§ Exercise aim
Which lines of the data contain the string "rail"? Copy every one of them.

§ Data extract
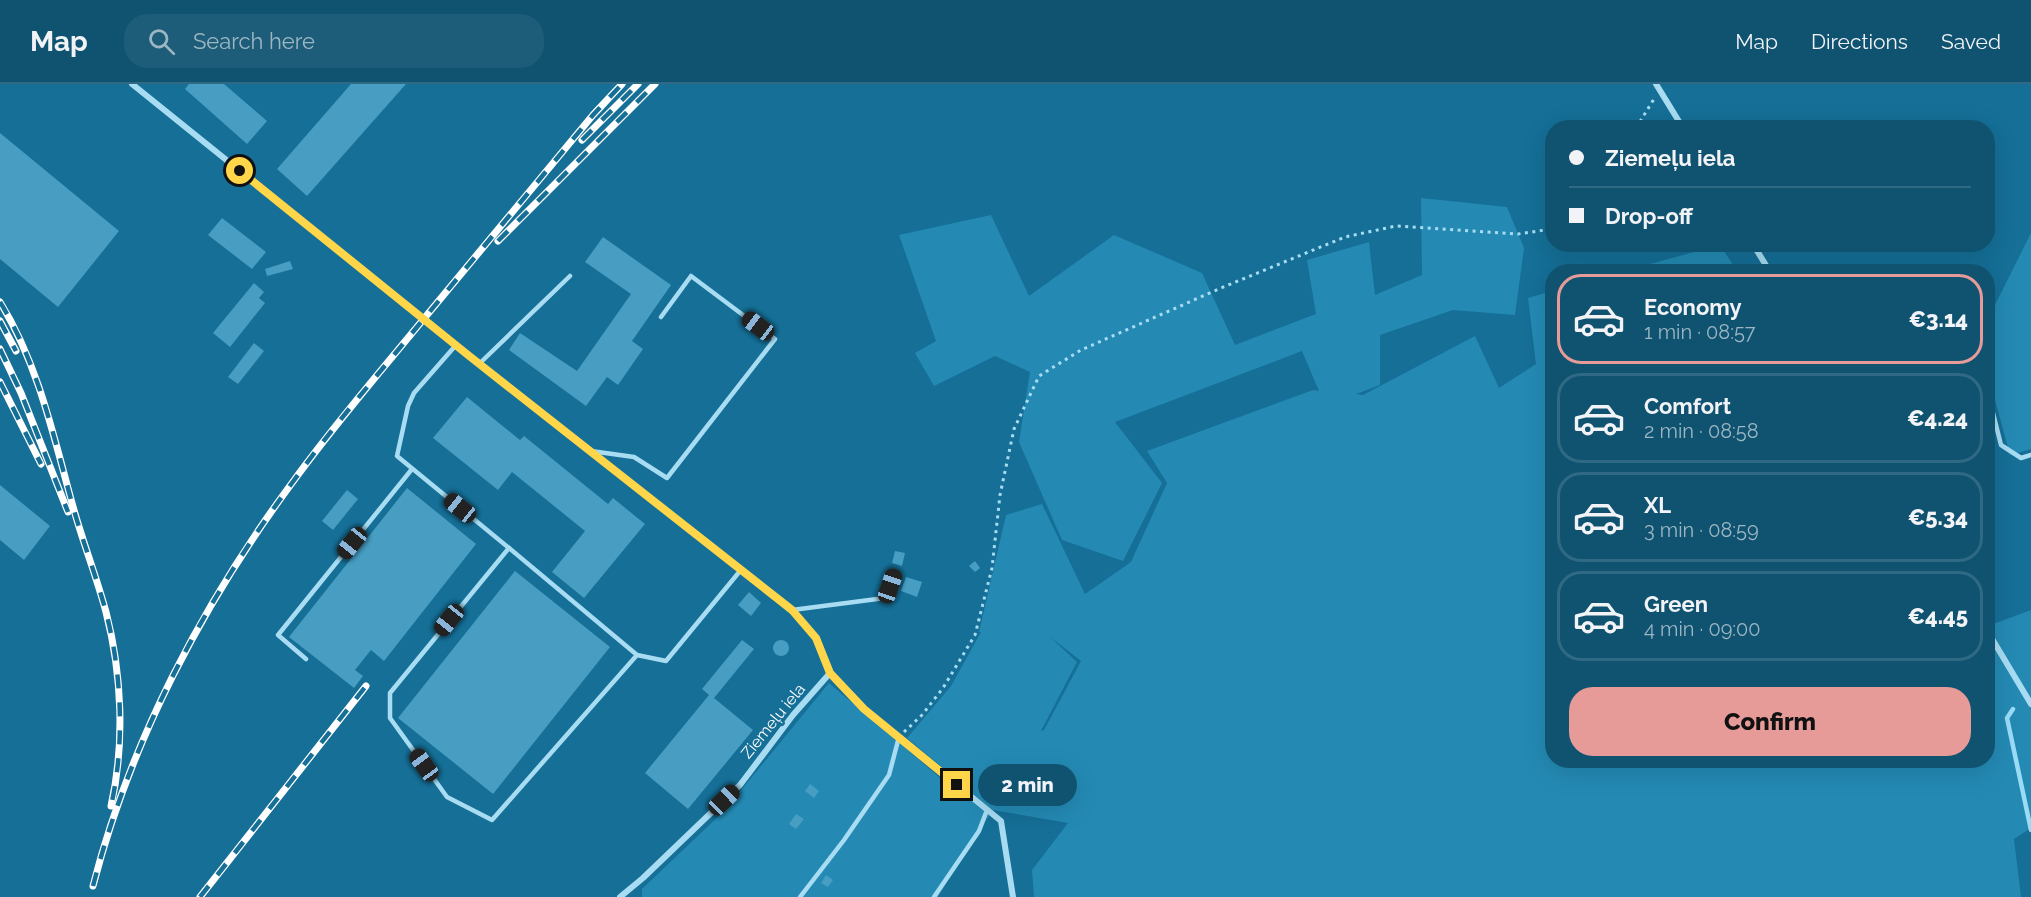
<!DOCTYPE html>
<html lang="en">
<head>
<meta charset="utf-8">
<style>
  :root { --surface:#105371; --page:#1e5d79; --text:#f1f3f6; --muted:#9cb6c3; --line:#306984; --accent:#e69b98 }
  body { margin:0; font-family:Raleway,sans-serif; background:var(--page); color:var(--text); height:100vh; display:flex; flex-direction:column; font-size:22px; white-space:nowrap }
  * { box-sizing:border-box; margin:0 }
  p { font-size:20px; color:var(--muted) }
  .icon { flex:none; width:33px; height:33px; fill:none; stroke:currentColor; stroke-width:2; stroke-linecap:round; stroke-linejoin:round }
  .map { position:relative; flex:1; overflow:hidden }
  .panel { position:absolute; left:1545px; top:180px; width:450px; height:504px; display:flex; flex-direction:column; background:var(--surface); border-radius:24px; box-shadow:0 6px 24px #0002 }
  .panel>* { flex:none }
  .guide { position:absolute; left:1545px; top:36px; width:450px; height:132px; border-radius:24px; box-shadow:0 6px 24px #0002; display:grid; align-content:center; height:132px; padding:0 24px; background:var(--surface) }
  .end { position:absolute; width:27px; height:27px; margin:-14px; border:8px solid #ffd54a; background:#111; box-shadow:0 0 0 3px #111 }
  .from { border-radius:50% }
  .bubble { position:absolute; height:42px; border-radius:21px; background:var(--surface); box-shadow:0 6px 24px #0002; font-size:20px; font-weight:800; line-height:42px; text-align:center }
  .car { position:absolute; width:18px; height:36px; margin:-18px -9px; border-radius:8px; box-shadow:0 0 4px 2px #0007; background:linear-gradient(#222 24%,#8ab4d8 0 40%,#222 0 76%,#8ab4d8 0 86%,#222 0) }
  .guide b { display:flex; align-items:center; gap:21px; height:57px; font-size:22px }
  .guide b+b { border-top:2px solid var(--line) }
  .guide i { width:15px; height:15px; background:var(--text) }
  ul { padding:10px 0 0; list-style:none }
  li { display:flex; align-items:center; gap:18px; height:90px; margin:0 12px 9px; padding:0 12px; border:3px solid var(--line); border-radius:24px }
  li div { flex:1 }
  li b { display:block; font-size:22px }
  li em { font-style:normal; font-weight:800 }
  li.on { border-color:var(--accent) }
  li>.icon { width:54px; height:54px; stroke-width:1.5 }
  .button { display:flex; gap:12px; margin-top:auto; padding:12px 24px }
  .button a { flex:1; height:69px; border-radius:24px; background:var(--accent); color:#111; font-size:24px; font-weight:800; line-height:69px; text-align:center }
  header { display:flex; align-items:center; gap:36px; box-sizing:border-box; height:84px; padding:0 30px; background:var(--surface); border-bottom:2px solid var(--line) }
  header strong { font-size:28px }
  nav { display:flex; gap:33px; margin-inline-start:auto; font-size:21px }
  .search { width:420px; height:54px; background:var(--page); display:flex; align-items:center; gap:15px; box-sizing:border-box; padding:0 21px; border-radius:24px; color:var(--muted); font-size:22px }
  .map>svg:first-child { display:block }
  .green { fill:#248ab4; fill-rule:evenodd }
  .lines { fill:none; stroke-linecap:round; stroke-linejoin:round }
  .stream { stroke:#9adbf5; stroke-width:4.5 }
  .building { fill:#479dc2 }
  .path { stroke:#a8dcf2; stroke-width:3; stroke-dasharray:3 4.5; stroke-linecap:butt }
  .service { stroke:#a8dcf2; stroke-width:4.5 }
  .minor { stroke:#a8dcf2; stroke-width:6 }
  .rail-casing { stroke:#fff; stroke-width:7 }
  .rail { stroke:#156f97; stroke-width:4.5; stroke-dasharray:14; stroke-linecap:butt }
  .route { stroke:#ffd54a; stroke-width:8 }
  .labels { text-anchor:middle; dominant-baseline:central; stroke-width:5; stroke-linejoin:round; paint-order:stroke }
  .street-label { font-size:16px; fill:#fff; stroke:#156f97 }
</style>
</head>
<body>
<header>
<strong>Map</strong>
<div class="search"><svg class="icon" aria-label="search" viewBox="0 0 24 24"><circle cx="10" cy="10" r="6"/><path d="M15 15l6 6"/></svg>Search here</div>
<nav><a>Map</a><a>Directions</a><a>Saved</a></nav>
</header>
<div class="map">
<svg width="2031" height="813" viewBox="0 0 2031 813">
  <rect width="100%" height="100%" fill="#156f97"/>
  <!-- green -->
  <g class="green">
    <path d="M1421,114L1507,123L1524,164L1515,231L1453,226L1380,251V301L1356,310L1363,311L1475,252L1499,304L1536,280L1528,214L1552,207V676H1988V542L2031,526V744L2014,755L2021,813H1034L1032,786L1068,739L993,726L963,770L938,813H642V805L724,727L829,599L952,704L958,696L907,654L951,602L981,548H979L1006,431L1042,420L1085,510L1131,478L1167,399L1147,367L1313,306L1319,307L1302,267L1115,338L1162,399L1123,477L1062,456L1019,358L1030,288L995,272L934,302L915,269L936,257L899,151L991,131L1029,212L1114,151L1202,189L1235,261L1316,230L1307,176L1369,158L1375,211L1422,191ZM1049,552L1081,577L1044,646L1041,647L1077,578Z"/>
    <polygon points="2031,149 2031,365 2010,371 1988,290 1988,235"/>
    <polygon points="1720,161 1737,187 1624,187"/>
  </g>
  <g class="lines">
    <!-- stream -->
    <polyline class="stream" points="2013,625 2007,634 2031,746"/>
  </g>
  <!-- building -->
  <g class="building">
    <polygon points="189,0 224,0 267,37 247,60 185,5"/>
    <polygon points="351,0 406,0 307,112 277,85"/>
    <polygon points="0,49 119,147 58,223 0,175"/>
    <polygon points="222,134 266,168 252,185 208,151"/>
    <polygon points="603,153 671,201 632,257 643,265 618,301 607,293 586,322 509,266 520,249 577,287 631,210 585,178"/>
    <polygon points="290,177 293,185 267,192 265,185"/>
    <polygon points="254,199 264,208 259,214 265,219 230,263 213,249"/>
    <polygon points="254,259 264,267 238,300 228,293"/>
    <polygon points="467,313 520,356 524,352 608,420 613,414 645,440 584,514 552,488 585,447 512,388 498,406 433,354"/>
    <polygon points="0,401 50,442 24,476 0,456"/>
    <polygon points="407,404 476,460 384,577 371,566 355,586 363,592 354,604 289,553"/>
    <polygon points="347,406 358,415 333,446 322,437"/>
    <polygon points="895,467 905,469 902,482 892,479"/>
    <polygon points="975,477 980,484 975,488 969,482"/>
    <polygon points="515,487 610,563 493,710 398,634"/>
    <polygon points="906,493 922,498 917,513 901,507"/>
    <polygon points="749,508 761,519 751,532 738,521"/>
    <polygon points="742,556 754,565 714,614 753,646 688,725 645,689 709,611 702,605"/>
    <circle cx="781" cy="564" r="8"/>
    <polygon points="810,700 819,707 814,714 805,707"/>
    <polygon points="796,730 804,735 796,745 789,740"/>
    <polygon points="826,791 833,796 828,803 821,799"/>
  </g>
  <g class="lines">
    <!-- path -->
    <g class="path">
      <polyline points="1636,44 1654,15"/>
      <polyline points="904,648 922,631 943,604 975,551 992,484 1000,411 1014,345 1039,292 1081,266 1221,204 1345,153 1396,142 1518,150 1552,145"/>
    </g>
    <!-- service -->
    <g class="service">
      <polyline points="1846,188 1852,185 1868,188"/>
      <polyline points="456,261 414,309 408,322 397,372 509,464"/>
      <polyline points="479,280 570,192"/>
      <polyline points="1988,309 2001,361 2021,374 2031,371"/>
      <polyline points="591,367 634,373 667,394 775,255 691,192 661,233"/>
      <polyline points="792,526 885,514 894,490"/>
      <polyline points="637,571 509,464 390,609 390,634 447,713 492,736 637,571 666,577 740,487"/>
      <polyline points="306,575 278,551 412,385"/>
      <polyline points="800,813 844,756 889,691 899,653"/>
      <polyline points="934,813 979,747 987,726"/>
    </g>
    <!-- minor -->
    <g class="minor">
      <polyline points="132,0 456,261 792,526 816,554 830,589 793,631 740,701 643,794 620,813"/>
      <polyline points="1656,0 1683,44"/>
      <polyline points="1753,160 1770,188"/>
      <polyline points="1988,548 2031,620"/>
      <polyline points="830,589 864,625 1001,737 1013,813"/>
    </g>
    <!-- rail casing -->
    <g class="rail-casing">
      <g id="rail">
        <polyline points="582,56 638,0"/>
        <polyline points="498,157 655,0"/>
        <path d="M0,218C38,280 53,350 72,419C82,456 96,491 106,528C122,590 125,660 111,722"/>
        <polyline points="0,237 16,267"/>
        <polyline points="0,265 21,309 68,428"/>
        <polyline points="0,298 41,380"/>
        <path d="M93,802C130,658 203,519 292,399C331,345 375,294 417,243C476,172 534,102 593,31L622,0"/>
        <polyline points="200,813 366,602"/>
      </g>
    </g>
    <!-- rail -->
    <use href="#rail" class="rail"/>
  </g>
  <g class="lines">
    <!-- route -->
    <polyline class="route" points="240,87 468,271 792,526 816,554 830,589 864,625 957,701"/>
  </g>
  <g class="labels">
    <!-- street labels -->
    <g class="street-label">
      <text transform="translate(773 637) rotate(-51)">Ziemeļu iela</text>
    </g>
  </g>
</svg>
<i class="end from" style="left:240px;top:87px"></i>
<i class="end" style="left:957px;top:701px"></i>
<div class="bubble" style="left:978px;top:680px;width:99px">2 min</div>
<i class="car" style="left:758px;top:242px;rotate:307deg"></i>
<i class="car" style="left:460px;top:424px;rotate:309deg"></i>
<i class="car" style="left:352px;top:459px;rotate:219deg"></i>
<i class="car" style="left:890px;top:502px;rotate:19deg"></i>
<i class="car" style="left:449px;top:536px;rotate:219deg"></i>
<i class="car" style="left:424px;top:681px;rotate:324deg"></i>
<i class="car" style="left:724px;top:716px;rotate:46deg"></i>
<div class="guide">
<b><i class="from"></i>Ziemeļu iela</b>
<b><i></i>Drop-off</b>
</div>
<section class="panel">
<ul>
<li class="on"><svg class="icon" aria-label="car" viewBox="0 0 24 24"><path d="M5 17H2v-5l4-1 3-4h7l3 4 3 1v5h-3M9 17h6M6 11h13"/><circle cx="7" cy="17" r="2"/><circle cx="17" cy="17" r="2"/></svg><div><b>Economy</b><p>1 min · 08:57</p></div><em>€3.14</em></li>
<li><svg class="icon" aria-label="car" viewBox="0 0 24 24"><path d="M5 17H2v-5l4-1 3-4h7l3 4 3 1v5h-3M9 17h6M6 11h13"/><circle cx="7" cy="17" r="2"/><circle cx="17" cy="17" r="2"/></svg><div><b>Comfort</b><p>2 min · 08:58</p></div><em>€4.24</em></li>
<li><svg class="icon" aria-label="car" viewBox="0 0 24 24"><path d="M5 17H2v-5l4-1 3-4h7l3 4 3 1v5h-3M9 17h6M6 11h13"/><circle cx="7" cy="17" r="2"/><circle cx="17" cy="17" r="2"/></svg><div><b>XL</b><p>3 min · 08:59</p></div><em>€5.34</em></li>
<li><svg class="icon" aria-label="car" viewBox="0 0 24 24"><path d="M5 17H2v-5l4-1 3-4h7l3 4 3 1v5h-3M9 17h6M6 11h13"/><circle cx="7" cy="17" r="2"/><circle cx="17" cy="17" r="2"/></svg><div><b>Green</b><p>4 min · 09:00</p></div><em>€4.45</em></li>
</ul>
<div class="button"><a>Confirm</a></div>
</section>
</div>
</body>
</html>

§ Written answer
  .rail-casing { stroke:#fff; stroke-width:7 }
  .rail { stroke:#156f97; stroke-width:4.5; stroke-dasharray:14; stroke-linecap:butt }
    <!-- rail casing -->
    <g class="rail-casing">
      <g id="rail">
    <!-- rail -->
    <use href="#rail" class="rail"/>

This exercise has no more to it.